Wann externer Recruiting-Support die Machtbalance stärkt
Es gibt Momente, in denen der Einsatz von externem Scale-up Recruiting-Support nicht nur sinnvoll, sondern strategisch entscheidend ist. Und dieser Moment kommt früher, als die meisten Gründer denken.
Wenn ein Scale-up in eine neue Wachstumsphase eintritt und gleichzeitig der Board-Druck steigt, ist die Besetzung von Senior-Positionen keine operative Aufgabe mehr. Sie ist eine Machtfrage. Wer die richtigen Menschen ins Unternehmen bringt, kontrolliert die Führungsarchitektur. Wer das dem Zufall oder dem Board überlässt, gibt Gestaltungsmacht ab.
Spezialisierung schlägt Generalisten
Gerade in der GreenTech-Branche, wo Kandidatenprofile hochspezialisiert und der Markt eng ist, reicht ein generalistischer Recruiting-Ansatz nicht aus. Ein auf GreenTech spezialisierter Executive Search Partner kennt die Kandidatenpools, versteht die technologischen Anforderungen und kann Führungspersönlichkeiten identifizieren, die nicht nur fachlich überzeugen, sondern auch kulturell zum Scale-up passen.
Das Executive Search-Angebot von Just Better ist genau auf diese Situation zugeschnitten: ein Full-Service-Ansatz, der Gründern nicht nur Kandidaten liefert, sondern gemeinsam mit ihnen die Führungsarchitektur entwickelt, die das Unternehmen für die nächste Wachstumsphase wappnet. Dr. Antoine Aslanides von Hynamics baute mit dieser Unterstützung ein komplett neues Geschäftsfeld in Berlin auf, was ohne die richtigen Führungskräfte auf Senior-Level schlicht nicht möglich gewesen wäre.

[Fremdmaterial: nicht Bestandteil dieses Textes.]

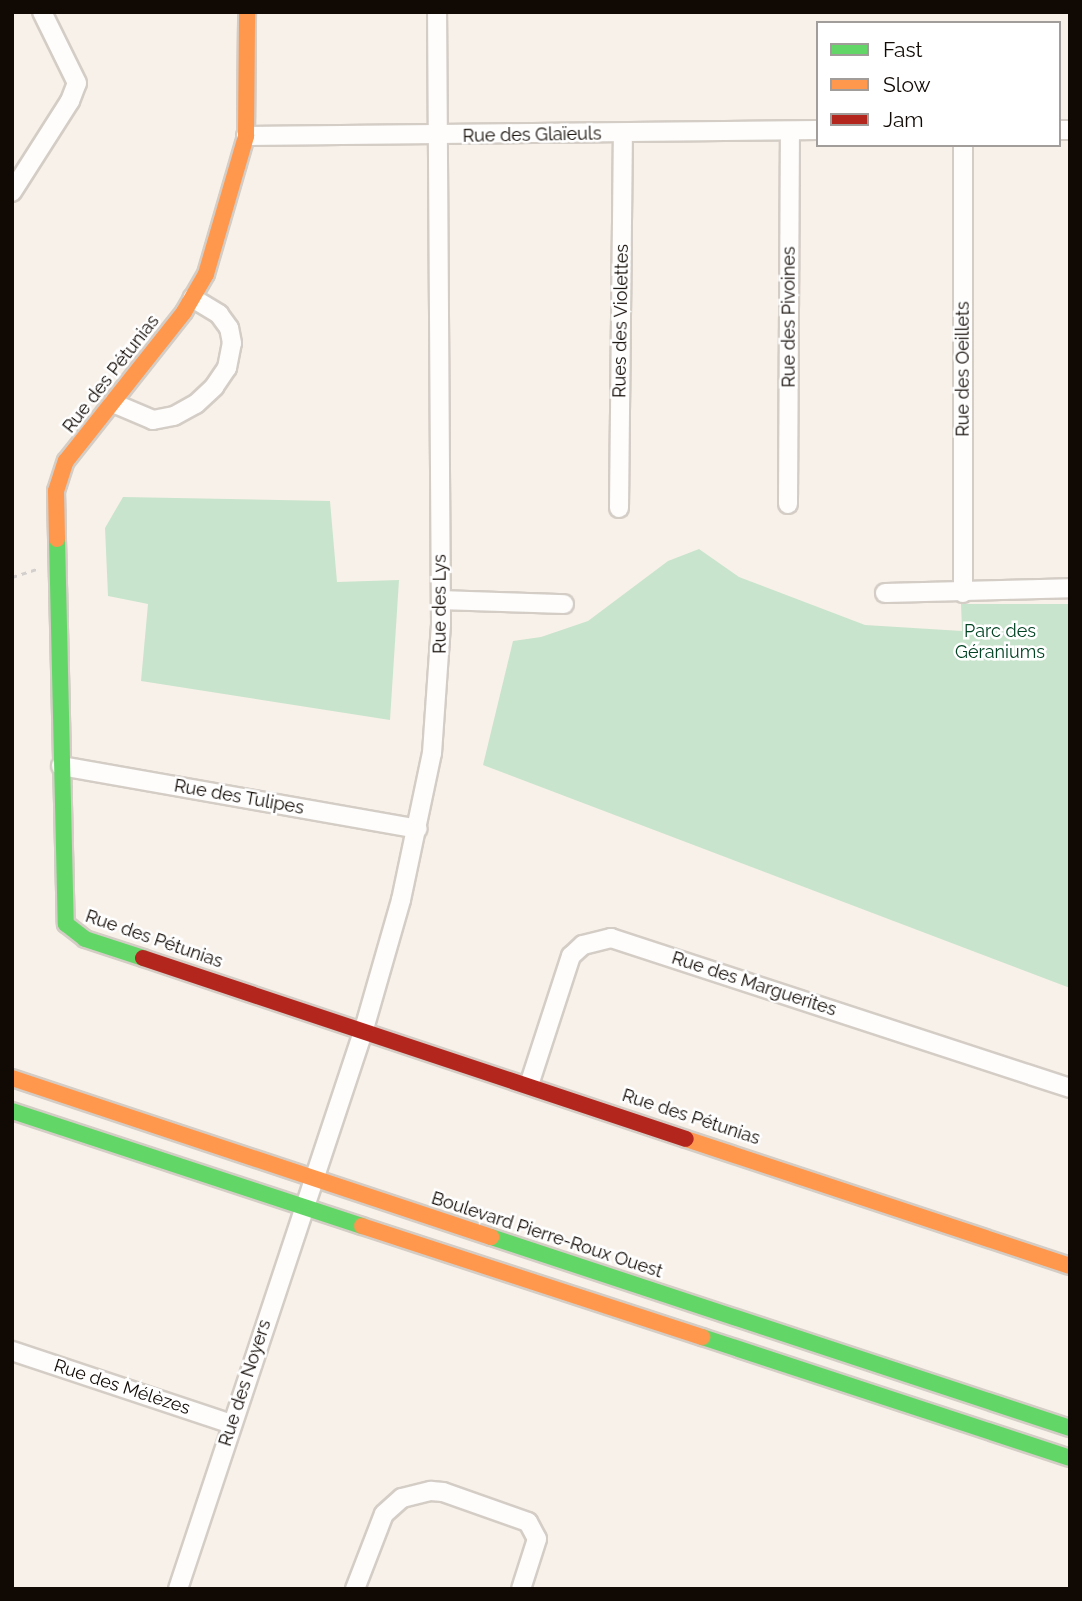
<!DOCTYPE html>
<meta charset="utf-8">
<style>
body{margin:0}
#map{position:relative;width:1082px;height:1601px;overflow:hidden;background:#f8f1ea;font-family:Raleway,sans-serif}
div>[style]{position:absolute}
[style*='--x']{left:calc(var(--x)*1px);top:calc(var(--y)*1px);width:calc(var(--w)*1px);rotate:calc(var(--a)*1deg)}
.green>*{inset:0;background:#c9e4cc}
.path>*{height:2.5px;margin-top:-1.25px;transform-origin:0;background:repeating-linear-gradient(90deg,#d2cfcd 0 5px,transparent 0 10px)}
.roads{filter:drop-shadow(2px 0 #d4cdc6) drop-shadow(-2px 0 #d4cdc6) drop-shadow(0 2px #d4cdc6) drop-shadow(0 -2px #d4cdc6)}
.street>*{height:18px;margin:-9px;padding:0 9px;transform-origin:9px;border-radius:9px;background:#fefdfc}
.fast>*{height:16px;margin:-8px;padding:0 8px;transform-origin:8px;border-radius:8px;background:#63d668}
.slow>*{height:16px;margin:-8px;padding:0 8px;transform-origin:8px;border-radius:8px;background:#ff974d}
.jam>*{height:16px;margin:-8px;padding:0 8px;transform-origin:8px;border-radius:8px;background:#b3261e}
span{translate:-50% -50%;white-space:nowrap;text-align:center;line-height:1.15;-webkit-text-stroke:5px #fff;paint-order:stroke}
.street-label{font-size:18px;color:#110a04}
.park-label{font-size:18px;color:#024323}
.frame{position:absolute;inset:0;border:14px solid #110a04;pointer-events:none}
.legend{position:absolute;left:816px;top:21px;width:245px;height:126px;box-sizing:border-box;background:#fff;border:2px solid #a09d9b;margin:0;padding:9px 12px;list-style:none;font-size:21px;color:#110a04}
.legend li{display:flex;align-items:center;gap:14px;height:35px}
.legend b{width:35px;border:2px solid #a09d9b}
</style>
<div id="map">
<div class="green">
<div style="clip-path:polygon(123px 497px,330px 501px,337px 582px,399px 580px,390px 720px,141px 681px,148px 604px,108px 596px,105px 528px)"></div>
<div style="clip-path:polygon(699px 549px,739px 577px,865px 625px,962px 631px,961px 604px,1070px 604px,1070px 988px,483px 765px,513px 641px,541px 637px,588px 621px,668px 561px)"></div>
</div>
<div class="path">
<div style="--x:12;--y:577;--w:28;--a:-18"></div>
</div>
<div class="roads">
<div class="street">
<div style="--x:1059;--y:130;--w:11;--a:0"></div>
<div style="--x:246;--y:136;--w:572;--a:-0.6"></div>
<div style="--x:12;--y:192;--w:108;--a:-57.5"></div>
<div style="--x:70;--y:101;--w:19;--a:-69"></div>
<div style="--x:77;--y:83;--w:79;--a:-116.2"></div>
<div style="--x:113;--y:403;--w:43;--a:23"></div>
<div style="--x:153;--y:420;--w:21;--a:-11"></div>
<div style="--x:174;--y:416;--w:25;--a:-29"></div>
<div style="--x:196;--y:404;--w:25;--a:-43"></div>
<div style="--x:214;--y:387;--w:23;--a:-56"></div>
<div style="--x:227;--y:368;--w:25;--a:-79"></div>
<div style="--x:232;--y:343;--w:15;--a:-101"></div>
<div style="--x:229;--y:328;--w:17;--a:-126"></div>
<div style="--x:219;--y:314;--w:31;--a:-149"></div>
<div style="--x:788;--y:504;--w:373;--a:-89.7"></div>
<div style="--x:619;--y:508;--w:374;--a:-89.4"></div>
<div style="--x:885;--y:593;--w:185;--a:-1.5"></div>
<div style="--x:963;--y:593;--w:448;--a:-90"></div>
<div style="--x:441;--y:600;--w:123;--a:1.9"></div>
<div style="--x:61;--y:766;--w:362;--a:10"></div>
<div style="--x:529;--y:1085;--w:136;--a:-72"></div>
<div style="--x:571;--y:956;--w:16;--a:-43"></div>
<div style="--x:583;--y:945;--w:29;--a:-14"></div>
<div style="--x:611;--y:938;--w:483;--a:18.1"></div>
<div style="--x:12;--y:1351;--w:231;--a:18.4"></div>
<div style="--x:178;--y:1589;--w:590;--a:-71.63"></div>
<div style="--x:364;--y:1029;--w:134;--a:-74"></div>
<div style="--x:401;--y:900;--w:150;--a:-78.1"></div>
<div style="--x:432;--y:753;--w:129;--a:-86"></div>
<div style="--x:441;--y:624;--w:612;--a:-90.37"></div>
<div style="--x:355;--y:1589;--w:80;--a:-68.9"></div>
<div style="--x:384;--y:1514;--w:24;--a:-42"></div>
<div style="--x:402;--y:1498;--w:30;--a:-14"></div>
<div style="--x:431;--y:1491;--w:12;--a:5"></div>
<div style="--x:443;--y:1492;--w:90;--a:19.4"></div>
<div style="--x:528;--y:1522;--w:19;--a:62"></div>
<div style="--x:537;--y:1539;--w:52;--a:107.7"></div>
</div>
<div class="fast">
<div style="--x:57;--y:539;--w:385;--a:88.7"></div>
<div style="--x:66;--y:924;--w:24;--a:38"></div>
<div style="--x:85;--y:939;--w:61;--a:18.1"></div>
<div style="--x:12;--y:1111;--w:368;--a:18.2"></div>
<div style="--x:491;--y:1237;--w:610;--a:18.26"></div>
<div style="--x:702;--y:1337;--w:387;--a:18.2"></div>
</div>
<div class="slow">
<div style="--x:57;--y:539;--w:48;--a:-91.2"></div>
<div style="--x:56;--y:491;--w:32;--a:-72"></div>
<div style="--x:66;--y:461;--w:190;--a:-51.6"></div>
<div style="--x:184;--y:312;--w:44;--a:-59.9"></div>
<div style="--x:206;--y:274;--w:144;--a:-73.8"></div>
<div style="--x:246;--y:136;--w:124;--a:-89.5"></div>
<div style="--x:12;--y:1078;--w:505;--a:18.36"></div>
<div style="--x:686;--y:1139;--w:404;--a:18.3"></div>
<div style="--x:362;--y:1226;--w:358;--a:18.1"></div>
</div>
<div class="jam">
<div style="--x:143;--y:958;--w:572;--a:18.43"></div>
</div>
</div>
<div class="street-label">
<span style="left:532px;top:135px;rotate:-1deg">Rue des Glaïeuls</span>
<span style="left:789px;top:317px;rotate:-90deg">Rue des Pivoines</span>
<span style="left:621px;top:321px;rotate:-89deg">Rues des Violettes</span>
<span style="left:963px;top:369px;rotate:-90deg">Rue des Oeillets</span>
<span style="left:111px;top:374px;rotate:-52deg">Rue des Pétunias</span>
<span style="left:440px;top:604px;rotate:-90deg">Rue des Lys</span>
<span style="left:239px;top:797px;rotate:10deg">Rue des Tulipes</span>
<span style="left:154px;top:939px;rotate:19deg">Rue des Pétunias</span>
<span style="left:754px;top:984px;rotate:18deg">Rue des Marguerites</span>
<span style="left:691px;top:1117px;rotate:18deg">Rue des Pétunias</span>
<span style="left:547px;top:1235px;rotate:18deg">Boulevard Pierre-Roux Ouest</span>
<span style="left:245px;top:1383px;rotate:-72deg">Rue des Noyers</span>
<span style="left:122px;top:1387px;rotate:18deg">Rue des Mélèzes</span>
</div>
<div class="park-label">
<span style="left:1000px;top:642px">Parc des<br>Géraniums</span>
</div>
<div class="frame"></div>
<ul class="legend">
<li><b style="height:9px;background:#63d668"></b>Fast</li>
<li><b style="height:9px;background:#ff974d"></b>Slow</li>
<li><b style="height:9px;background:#b3261e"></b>Jam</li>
</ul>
</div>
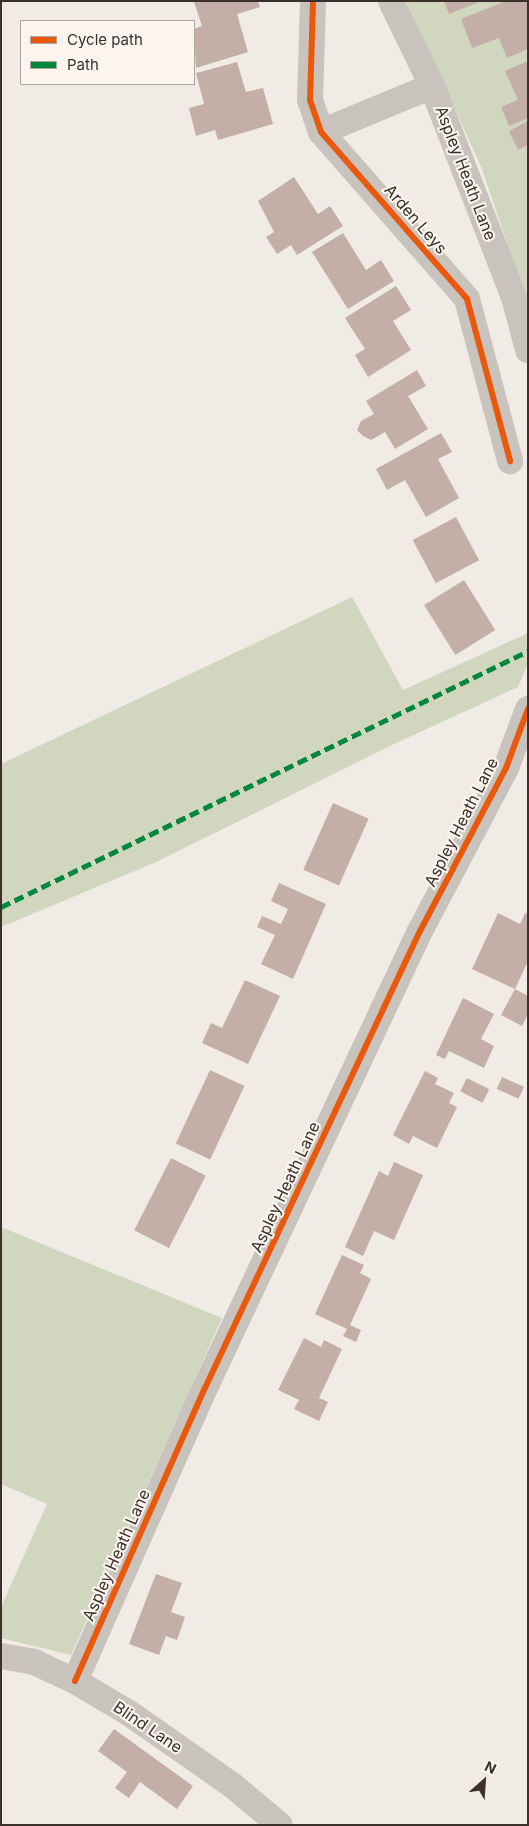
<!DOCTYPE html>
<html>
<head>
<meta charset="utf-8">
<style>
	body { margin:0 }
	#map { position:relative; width:529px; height:1826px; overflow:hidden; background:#f0ebe5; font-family:Inter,sans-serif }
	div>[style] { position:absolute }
	.green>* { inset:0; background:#d1d6bf }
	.building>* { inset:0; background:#c3afa7; transform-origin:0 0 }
	.minor>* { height:26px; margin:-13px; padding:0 13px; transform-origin:13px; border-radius:13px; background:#c9c3be }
	.quiet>* { height:5px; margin-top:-2.5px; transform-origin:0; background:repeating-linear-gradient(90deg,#00873e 0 10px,transparent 0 15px) }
	.cycleway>* { height:6px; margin:-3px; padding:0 3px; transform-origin:3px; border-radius:3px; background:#e8590c }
	span { translate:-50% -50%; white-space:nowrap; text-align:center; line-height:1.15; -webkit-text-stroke:4px #fbf5ee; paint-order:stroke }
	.street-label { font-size:16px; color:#3b302b }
	.frame { position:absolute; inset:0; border:2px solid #3b302b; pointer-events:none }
	.legend { position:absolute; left:20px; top:20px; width:175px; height:65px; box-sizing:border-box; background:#fbf5ee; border:1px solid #aea6a0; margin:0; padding:6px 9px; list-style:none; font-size:15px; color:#3b302b }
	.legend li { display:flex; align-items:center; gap:10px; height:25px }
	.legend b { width:25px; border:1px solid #aea6a0 }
	.north { position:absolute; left:459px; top:1756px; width:50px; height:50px; -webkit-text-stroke:4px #fbf5ee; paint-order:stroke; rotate:26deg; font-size:14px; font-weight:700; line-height:20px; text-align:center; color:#3b302b }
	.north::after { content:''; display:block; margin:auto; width:18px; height:22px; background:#3b302b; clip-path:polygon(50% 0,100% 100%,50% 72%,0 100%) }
</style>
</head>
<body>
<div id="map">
	<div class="green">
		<i style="clip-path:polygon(406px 1px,528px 1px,528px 305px,482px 169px)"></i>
		<i style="clip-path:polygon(352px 597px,403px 690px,528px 633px,528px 663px,518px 687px,396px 743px,154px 863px,1px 927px,1px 764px)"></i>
		<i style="clip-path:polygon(1px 1227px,222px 1318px,71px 1655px,1px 1638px,1px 1607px,47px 1504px,1px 1484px)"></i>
	</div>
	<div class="building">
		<i style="clip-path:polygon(258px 1px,260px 7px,237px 14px,248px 52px,196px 68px,194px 29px,202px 26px,194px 2px)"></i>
		<i style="clip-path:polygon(444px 1px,482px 1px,449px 14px)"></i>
		<i style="clip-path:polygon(506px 1px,528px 1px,528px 49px,507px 58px,499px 38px,472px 48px,461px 19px)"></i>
		<i style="clip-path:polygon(528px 61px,528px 118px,509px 126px,501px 107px,518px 100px,505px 71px)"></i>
		<i style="clip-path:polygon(237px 62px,246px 92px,263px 88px,273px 124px,218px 140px,215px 130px,196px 136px,189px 108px,204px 104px,196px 73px)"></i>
		<i style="clip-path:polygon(528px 121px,528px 145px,518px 150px,509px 131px)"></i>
		<i style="clip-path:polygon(294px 177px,318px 214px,330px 206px,343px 226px,297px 255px,291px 245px,277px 254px,266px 237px,274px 232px,258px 201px)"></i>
		<i style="clip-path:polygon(343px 233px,366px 270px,381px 260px,394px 281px,348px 309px,312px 252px)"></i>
		<i style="clip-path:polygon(396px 286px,411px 310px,393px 321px,411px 350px,368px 377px,355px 355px,365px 349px,345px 318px)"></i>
		<i style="clip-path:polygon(417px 370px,426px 386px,408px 396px,428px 429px,395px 449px,385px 432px,371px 440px,363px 436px,357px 430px,361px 421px,374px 414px,366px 401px)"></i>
		<i style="clip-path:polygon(441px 433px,452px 452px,438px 459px,459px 498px,426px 517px,405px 480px,387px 490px,376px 469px)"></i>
		<i style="left:456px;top:517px;width:49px;height:49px;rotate:62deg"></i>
		<i style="left:464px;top:580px;width:59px;height:47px;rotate:58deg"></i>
		<i style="left:333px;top:803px;width:39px;height:73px;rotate:24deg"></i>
		<i style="clip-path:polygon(279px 883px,326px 904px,293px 979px,261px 964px,275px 935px,257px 927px,262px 916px,281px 924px,288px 909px,271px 901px)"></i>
		<i style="clip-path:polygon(498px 913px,520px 924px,525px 913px,528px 914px,528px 961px,515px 989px,472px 969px)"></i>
		<i style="clip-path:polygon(245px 980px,280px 996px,248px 1064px,202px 1043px,211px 1023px,222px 1028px)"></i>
		<i style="clip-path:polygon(515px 989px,528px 996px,528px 1014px,522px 1026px,501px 1015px)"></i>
		<i style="clip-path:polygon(463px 998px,494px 1014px,481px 1039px,494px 1046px,484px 1068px,449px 1051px,445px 1059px,436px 1055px)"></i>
		<i style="left:210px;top:1070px;width:38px;height:81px;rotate:25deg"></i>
		<i style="clip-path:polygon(425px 1071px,438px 1078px,435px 1084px,454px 1093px,449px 1103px,457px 1107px,437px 1148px,413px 1136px,409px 1144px,393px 1135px)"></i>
		<i style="left:502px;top:1077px;width:24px;height:13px;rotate:24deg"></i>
		<i style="left:467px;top:1078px;width:25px;height:15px;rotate:27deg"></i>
		<i style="left:171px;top:1158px;width:39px;height:81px;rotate:27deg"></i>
		<i style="clip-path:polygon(394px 1162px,423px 1175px,394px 1240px,374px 1231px,363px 1256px,345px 1247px,379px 1171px,388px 1176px)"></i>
		<i style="clip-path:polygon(342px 1255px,364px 1265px,360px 1273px,371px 1279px,350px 1325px,361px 1330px,356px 1342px,343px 1336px,347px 1329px,315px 1314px)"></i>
		<i style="clip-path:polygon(304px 1338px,321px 1347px,324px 1340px,342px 1349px,319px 1398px,328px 1402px,319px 1421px,294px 1409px,299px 1400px,278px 1390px)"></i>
		<i style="clip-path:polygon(156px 1574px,182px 1583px,171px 1612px,185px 1617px,177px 1640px,166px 1636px,159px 1655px,129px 1644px)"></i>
		<i style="clip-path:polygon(114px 1729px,193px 1786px,177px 1809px,140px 1782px,129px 1798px,115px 1788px,127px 1772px,98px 1751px)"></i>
	</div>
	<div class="minor">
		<i style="left:313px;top:1px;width:99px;rotate:91.7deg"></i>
		<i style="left:310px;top:100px;width:34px;rotate:71deg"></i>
		<i style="left:321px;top:132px;width:222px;rotate:48.8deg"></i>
		<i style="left:467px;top:299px;width:168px;rotate:75.1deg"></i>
		<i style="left:391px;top:1px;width:94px;rotate:64.2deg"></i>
		<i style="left:432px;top:86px;width:226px;rotate:68.8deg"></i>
		<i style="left:514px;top:297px;width:55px;rotate:75.2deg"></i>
		<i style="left:321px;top:132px;width:120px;rotate:-22.5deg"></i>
		<i style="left:1px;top:1656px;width:34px;rotate:10deg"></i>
		<i style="left:34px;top:1662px;width:45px;rotate:24.9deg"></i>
		<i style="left:75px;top:1681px;width:63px;rotate:30.7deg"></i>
		<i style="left:129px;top:1713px;width:126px;rotate:35deg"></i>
		<i style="left:232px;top:1785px;width:62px;rotate:39.8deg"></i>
		<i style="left:75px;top:1681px;width:321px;rotate:-66.1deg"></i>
		<i style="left:205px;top:1388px;width:503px;rotate:-64.81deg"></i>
		<i style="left:419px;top:933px;width:187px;rotate:-62.2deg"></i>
		<i style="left:506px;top:768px;width:63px;rotate:-69.6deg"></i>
	</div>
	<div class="quiet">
		<i style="left:1px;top:907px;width:586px;rotate:-25.91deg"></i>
	</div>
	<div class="cycleway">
		<i style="left:313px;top:1px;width:99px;rotate:91.7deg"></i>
		<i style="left:310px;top:100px;width:34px;rotate:71deg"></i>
		<i style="left:321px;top:132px;width:222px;rotate:48.8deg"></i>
		<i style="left:467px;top:299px;width:168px;rotate:75.1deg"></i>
		<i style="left:75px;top:1681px;width:321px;rotate:-66.1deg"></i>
		<i style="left:205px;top:1388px;width:503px;rotate:-64.81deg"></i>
		<i style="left:419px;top:933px;width:187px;rotate:-62.2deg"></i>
		<i style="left:506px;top:768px;width:63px;rotate:-69.6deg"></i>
	</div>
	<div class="street-label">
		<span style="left:466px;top:173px;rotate:69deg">Aspley Heath Lane</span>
		<span style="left:416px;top:219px;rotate:49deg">Arden Leys</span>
		<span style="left:461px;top:822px;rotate:-63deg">Aspley Heath Lane</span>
		<span style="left:285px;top:1187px;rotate:-65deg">Aspley Heath Lane</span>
		<span style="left:116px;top:1555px;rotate:-66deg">Aspley Heath Lane</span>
		<span style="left:148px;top:1727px;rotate:34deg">Blind Lane</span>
	</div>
	<div class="frame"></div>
	<ul class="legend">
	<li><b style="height:6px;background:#e8590c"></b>Cycle path</li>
	<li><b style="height:6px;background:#00873e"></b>Path</li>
	</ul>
	<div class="north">N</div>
</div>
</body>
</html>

Externer Recruiting-Support stärkt die Machtbalance gegenüber dem Board auf eine weitere Art: Er signalisiert Professionalität. Ein Gründer, der proaktiv in hochkarätige Führungskräfte investiert und dabei auf spezialisierte Partner setzt, zeigt dem Board, dass er das Unternehmen mit denselben Standards führt, die institutionelle Investoren erwarten. Das ist kein Zeichen von Schwäche. Es ist ein Zeichen von Reife.
Die Frage ist nicht, ob dein Board irgendwann die Führungsfrage stellen wird. Die Frage ist, ob du dann bereits die Antwort geliefert hast, durch ein starkes Team, eine klare Narrative und eine Führungsarchitektur, die deine Unverzichtbarkeit nicht behauptet, sondern beweist. Wer jetzt handelt, bestimmt die Spielregeln. Wer wartet, spielt nach den Regeln anderer.